Поэтому молчание Солженицына первых лет перестройки, вплоть до 1990 года, представляет собой явление, в высшей степени парадоксальное и загадочное. Объяснения самого писателя надо принимать с известной долей скепсиса. Он действительно удалился в написание очередных Узлов своего «Красного колеса» и не хотел реагировать на казавшуюся ему малозначительной политическую текучку. Но, во-первых, как мы знаем, первоначальный план эпопеи в итоге все равно не был им выполнен – Солженицын довел повествование до апреля семнадцатого и остановился на этом, вероятнее всего, для того, чтобы подготовиться к явно уже запоздавшему возвращению. Во-вторых, идея написания романа о революции владела Солженицыным с 1937 года, но он сам ее отложил до 1969 года, предпочтя ворваться в русскую литературу с «Иваном Денисовичем» и остро социальными рассказами и романами. Иными словами, он воспринял хрущевскую «оттепель» как исторический шанс донести до читателей свою – лагерную – правду. Почему же он не отнесся точно так же к горбачевской «перестройке», причем в тот момент, когда ему уже вполне официально предоставили слово?
1989 год стал в Советском Союзе годом Солженицына. Именно тогда появились в ряде изданий републикации его публицистических статей, в 1990-м в «Новом мире» стали выходить фрагменты «Архипелага ГУЛАГ», и все другие толстые журналы были заполнены теми или иными художественными произведениями живого классика. Но тот же 1989-й стал и годом полной политической немоты Солженицына, его почти нарочитого и немного даже бестактного молчания писателя о всех бурных событиях того времени. Только осенью 1990-го он нашел нужные слова для выражения своего отношения к происходящему, и из его статьи «Как нам обустроить Россию» стало ясно, что писатель внимательно следит за всем, что происходит у него дома, но вместе с тем продолжает по непонятной причине «играть в Сэлинджера» и уклоняется от прямого участия в политическом процессе. Увы, в 1991-м у него уже не было шанса бросить вызов Борису Ельцину, но если бы Солженицын присутствовал на политическом поле как минимум с 1987 года, кто знает, может быть, на политическом Олимпе не было бы и самого Ельцина. Но Солженицын в самые решающие годы отчего-то молчал и бездействовал.

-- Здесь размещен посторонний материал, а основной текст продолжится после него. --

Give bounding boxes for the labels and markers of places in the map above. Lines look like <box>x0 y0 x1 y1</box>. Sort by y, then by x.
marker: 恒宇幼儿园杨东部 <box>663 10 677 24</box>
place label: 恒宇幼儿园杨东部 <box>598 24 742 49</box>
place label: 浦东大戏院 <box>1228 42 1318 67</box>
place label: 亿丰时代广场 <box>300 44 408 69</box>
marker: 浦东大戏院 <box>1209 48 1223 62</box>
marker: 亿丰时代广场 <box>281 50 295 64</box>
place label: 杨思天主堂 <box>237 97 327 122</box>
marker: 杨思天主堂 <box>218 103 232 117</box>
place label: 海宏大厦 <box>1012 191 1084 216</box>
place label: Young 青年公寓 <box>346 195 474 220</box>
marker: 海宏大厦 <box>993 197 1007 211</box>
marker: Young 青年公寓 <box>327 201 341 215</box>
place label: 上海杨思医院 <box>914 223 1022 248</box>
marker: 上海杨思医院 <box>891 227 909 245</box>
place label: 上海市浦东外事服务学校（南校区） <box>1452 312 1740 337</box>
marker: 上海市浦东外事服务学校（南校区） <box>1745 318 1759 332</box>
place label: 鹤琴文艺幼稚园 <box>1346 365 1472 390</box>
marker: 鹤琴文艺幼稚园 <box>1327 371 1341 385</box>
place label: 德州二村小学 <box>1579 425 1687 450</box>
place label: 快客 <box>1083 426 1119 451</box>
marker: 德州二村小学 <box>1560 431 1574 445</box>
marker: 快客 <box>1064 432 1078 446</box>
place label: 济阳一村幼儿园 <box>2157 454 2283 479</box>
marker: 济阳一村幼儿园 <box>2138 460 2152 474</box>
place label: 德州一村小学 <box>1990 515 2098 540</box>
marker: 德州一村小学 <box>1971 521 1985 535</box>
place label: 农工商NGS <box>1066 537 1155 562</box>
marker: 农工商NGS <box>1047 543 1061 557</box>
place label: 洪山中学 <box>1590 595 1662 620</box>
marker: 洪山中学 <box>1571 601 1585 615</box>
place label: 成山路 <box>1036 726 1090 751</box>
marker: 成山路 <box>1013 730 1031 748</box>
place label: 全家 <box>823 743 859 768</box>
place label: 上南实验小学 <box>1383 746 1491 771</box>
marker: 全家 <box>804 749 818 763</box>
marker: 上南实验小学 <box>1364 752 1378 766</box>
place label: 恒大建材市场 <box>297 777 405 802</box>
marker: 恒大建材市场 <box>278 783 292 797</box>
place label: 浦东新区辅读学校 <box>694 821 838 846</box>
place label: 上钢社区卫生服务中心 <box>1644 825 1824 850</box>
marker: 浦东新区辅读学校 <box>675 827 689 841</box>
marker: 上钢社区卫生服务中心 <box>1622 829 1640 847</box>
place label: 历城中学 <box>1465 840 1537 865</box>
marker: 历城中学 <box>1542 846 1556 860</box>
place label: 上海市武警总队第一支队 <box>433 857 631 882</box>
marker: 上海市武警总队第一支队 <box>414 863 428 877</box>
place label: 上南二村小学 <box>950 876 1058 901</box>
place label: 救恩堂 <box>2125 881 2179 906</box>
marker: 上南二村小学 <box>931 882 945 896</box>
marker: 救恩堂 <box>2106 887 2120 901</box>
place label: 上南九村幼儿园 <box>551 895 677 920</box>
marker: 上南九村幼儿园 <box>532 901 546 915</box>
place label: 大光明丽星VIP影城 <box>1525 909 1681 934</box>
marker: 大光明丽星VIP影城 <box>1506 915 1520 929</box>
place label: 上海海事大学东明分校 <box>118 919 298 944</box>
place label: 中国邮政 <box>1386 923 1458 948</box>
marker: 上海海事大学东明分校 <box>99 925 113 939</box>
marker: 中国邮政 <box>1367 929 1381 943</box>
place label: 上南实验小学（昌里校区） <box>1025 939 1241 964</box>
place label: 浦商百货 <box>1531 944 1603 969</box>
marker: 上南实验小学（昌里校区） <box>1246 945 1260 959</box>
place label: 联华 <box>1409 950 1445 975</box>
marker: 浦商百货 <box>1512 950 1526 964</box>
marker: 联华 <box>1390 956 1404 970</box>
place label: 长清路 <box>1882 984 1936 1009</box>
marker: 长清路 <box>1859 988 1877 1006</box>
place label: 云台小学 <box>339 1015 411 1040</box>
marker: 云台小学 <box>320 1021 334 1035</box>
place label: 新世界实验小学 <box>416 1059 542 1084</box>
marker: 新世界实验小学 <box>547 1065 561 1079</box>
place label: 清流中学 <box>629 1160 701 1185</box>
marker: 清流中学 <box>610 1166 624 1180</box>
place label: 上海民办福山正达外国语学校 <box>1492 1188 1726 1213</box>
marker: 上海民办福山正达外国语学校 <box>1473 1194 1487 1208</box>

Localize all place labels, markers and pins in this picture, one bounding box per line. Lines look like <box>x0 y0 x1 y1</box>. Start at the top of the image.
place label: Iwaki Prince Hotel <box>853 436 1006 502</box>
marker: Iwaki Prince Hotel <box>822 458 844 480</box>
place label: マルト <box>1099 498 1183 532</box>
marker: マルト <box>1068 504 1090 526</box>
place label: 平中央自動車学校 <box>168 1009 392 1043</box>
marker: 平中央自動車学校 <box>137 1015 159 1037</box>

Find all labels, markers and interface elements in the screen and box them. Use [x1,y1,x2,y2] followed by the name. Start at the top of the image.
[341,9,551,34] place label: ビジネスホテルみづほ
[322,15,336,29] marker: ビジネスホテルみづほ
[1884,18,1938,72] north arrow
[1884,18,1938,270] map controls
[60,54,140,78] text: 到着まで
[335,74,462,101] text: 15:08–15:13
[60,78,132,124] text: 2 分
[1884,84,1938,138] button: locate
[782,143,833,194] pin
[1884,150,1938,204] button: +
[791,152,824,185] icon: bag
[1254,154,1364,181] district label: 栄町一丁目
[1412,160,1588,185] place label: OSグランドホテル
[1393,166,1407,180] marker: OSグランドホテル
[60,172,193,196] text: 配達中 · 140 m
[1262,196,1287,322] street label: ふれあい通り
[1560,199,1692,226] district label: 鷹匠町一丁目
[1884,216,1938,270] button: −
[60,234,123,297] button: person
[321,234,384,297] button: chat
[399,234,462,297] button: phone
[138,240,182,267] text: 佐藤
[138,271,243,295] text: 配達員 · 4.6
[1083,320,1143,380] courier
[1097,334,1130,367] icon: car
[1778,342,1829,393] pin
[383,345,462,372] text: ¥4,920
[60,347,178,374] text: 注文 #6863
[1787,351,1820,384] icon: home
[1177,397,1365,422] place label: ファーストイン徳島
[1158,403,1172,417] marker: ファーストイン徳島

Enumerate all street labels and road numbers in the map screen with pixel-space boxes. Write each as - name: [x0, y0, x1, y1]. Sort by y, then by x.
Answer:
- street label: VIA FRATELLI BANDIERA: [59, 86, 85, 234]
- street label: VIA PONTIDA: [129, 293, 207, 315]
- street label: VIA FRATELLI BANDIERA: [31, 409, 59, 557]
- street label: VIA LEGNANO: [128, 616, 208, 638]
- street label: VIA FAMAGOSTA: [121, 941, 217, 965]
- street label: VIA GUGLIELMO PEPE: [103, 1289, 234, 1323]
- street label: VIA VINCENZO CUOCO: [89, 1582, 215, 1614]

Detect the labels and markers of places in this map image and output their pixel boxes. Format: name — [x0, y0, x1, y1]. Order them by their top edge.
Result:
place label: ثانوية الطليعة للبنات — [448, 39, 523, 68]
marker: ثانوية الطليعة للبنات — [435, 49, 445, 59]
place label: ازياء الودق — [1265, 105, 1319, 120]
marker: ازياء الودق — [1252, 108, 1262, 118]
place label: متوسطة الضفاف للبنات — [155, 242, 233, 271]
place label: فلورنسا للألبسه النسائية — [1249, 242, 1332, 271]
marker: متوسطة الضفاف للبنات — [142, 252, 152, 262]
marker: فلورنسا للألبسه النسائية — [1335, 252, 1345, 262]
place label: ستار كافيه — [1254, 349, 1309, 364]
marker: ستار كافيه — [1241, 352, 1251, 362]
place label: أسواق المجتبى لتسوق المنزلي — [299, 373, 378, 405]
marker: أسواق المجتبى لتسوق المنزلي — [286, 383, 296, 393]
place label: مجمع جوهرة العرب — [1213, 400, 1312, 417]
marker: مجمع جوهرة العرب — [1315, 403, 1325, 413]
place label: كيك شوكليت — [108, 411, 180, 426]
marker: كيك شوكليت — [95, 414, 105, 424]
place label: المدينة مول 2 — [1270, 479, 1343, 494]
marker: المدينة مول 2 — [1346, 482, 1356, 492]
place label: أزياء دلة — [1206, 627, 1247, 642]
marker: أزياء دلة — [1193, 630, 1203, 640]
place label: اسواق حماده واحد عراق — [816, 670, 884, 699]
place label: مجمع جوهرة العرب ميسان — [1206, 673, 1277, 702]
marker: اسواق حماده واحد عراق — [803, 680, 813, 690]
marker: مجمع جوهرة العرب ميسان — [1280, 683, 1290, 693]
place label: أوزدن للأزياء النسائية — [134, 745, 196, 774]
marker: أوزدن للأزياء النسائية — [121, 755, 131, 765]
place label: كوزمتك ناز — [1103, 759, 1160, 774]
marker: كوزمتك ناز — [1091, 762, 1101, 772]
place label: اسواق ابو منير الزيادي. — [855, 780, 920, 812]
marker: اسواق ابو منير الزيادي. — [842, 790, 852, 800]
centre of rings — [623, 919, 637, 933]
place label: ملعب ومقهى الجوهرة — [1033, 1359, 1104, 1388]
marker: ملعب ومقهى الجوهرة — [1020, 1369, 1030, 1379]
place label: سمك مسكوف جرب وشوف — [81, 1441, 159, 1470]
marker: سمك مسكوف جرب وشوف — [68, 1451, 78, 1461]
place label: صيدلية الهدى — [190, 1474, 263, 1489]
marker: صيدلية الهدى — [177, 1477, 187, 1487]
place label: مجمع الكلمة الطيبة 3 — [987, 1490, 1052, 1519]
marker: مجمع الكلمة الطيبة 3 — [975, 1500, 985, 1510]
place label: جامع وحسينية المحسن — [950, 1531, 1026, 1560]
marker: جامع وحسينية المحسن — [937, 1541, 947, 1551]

Между тем оппоненты внутри диссидентского лагеря отлично понимали масштаб его фигуры и реальный политический вес, и поэтому огонь по Солженицыну шел из всех публицистических орудий где-то с 1975 года, то есть с момента произнесения им Гарвардской речи, в которой либеральные критики писателя увидели что-то вроде заявления о вступлении в будущую президентскую кампанию. А на первых свободных выборах, которые должны были состояться в демократической России, Солженицын реально мог рассчитывать на победу в первом туре.
Писатель вяло отбивался от полемических наскоков, но его ответные уколы, скорее, укрепляли оппонентов в мнении, что писатель и в самом деле готовит себя к большой политической карьере. В «Наших плюралистах» он упрекал своих либеральных критиков в том, что они хотят демократии, но при этом не дают понять, какой конкретно должна быть будущая республика – президентской или парламентской, унитарной или федеративной, тогда как в распоряжении Солженицына имеется программа Дмитрия Шипова (умеренно консервативного политика рубежа веков), которая может быть реализована и в освобожденной от коммунизма стране [2, с. 308, 314]. В этом ответном выпаде все-таки еще слышалась заявка на политическое лидерство. Но это был 1982 год, за которым последовал 1983-й, когда Солженицын окончательно и надолго замолчал.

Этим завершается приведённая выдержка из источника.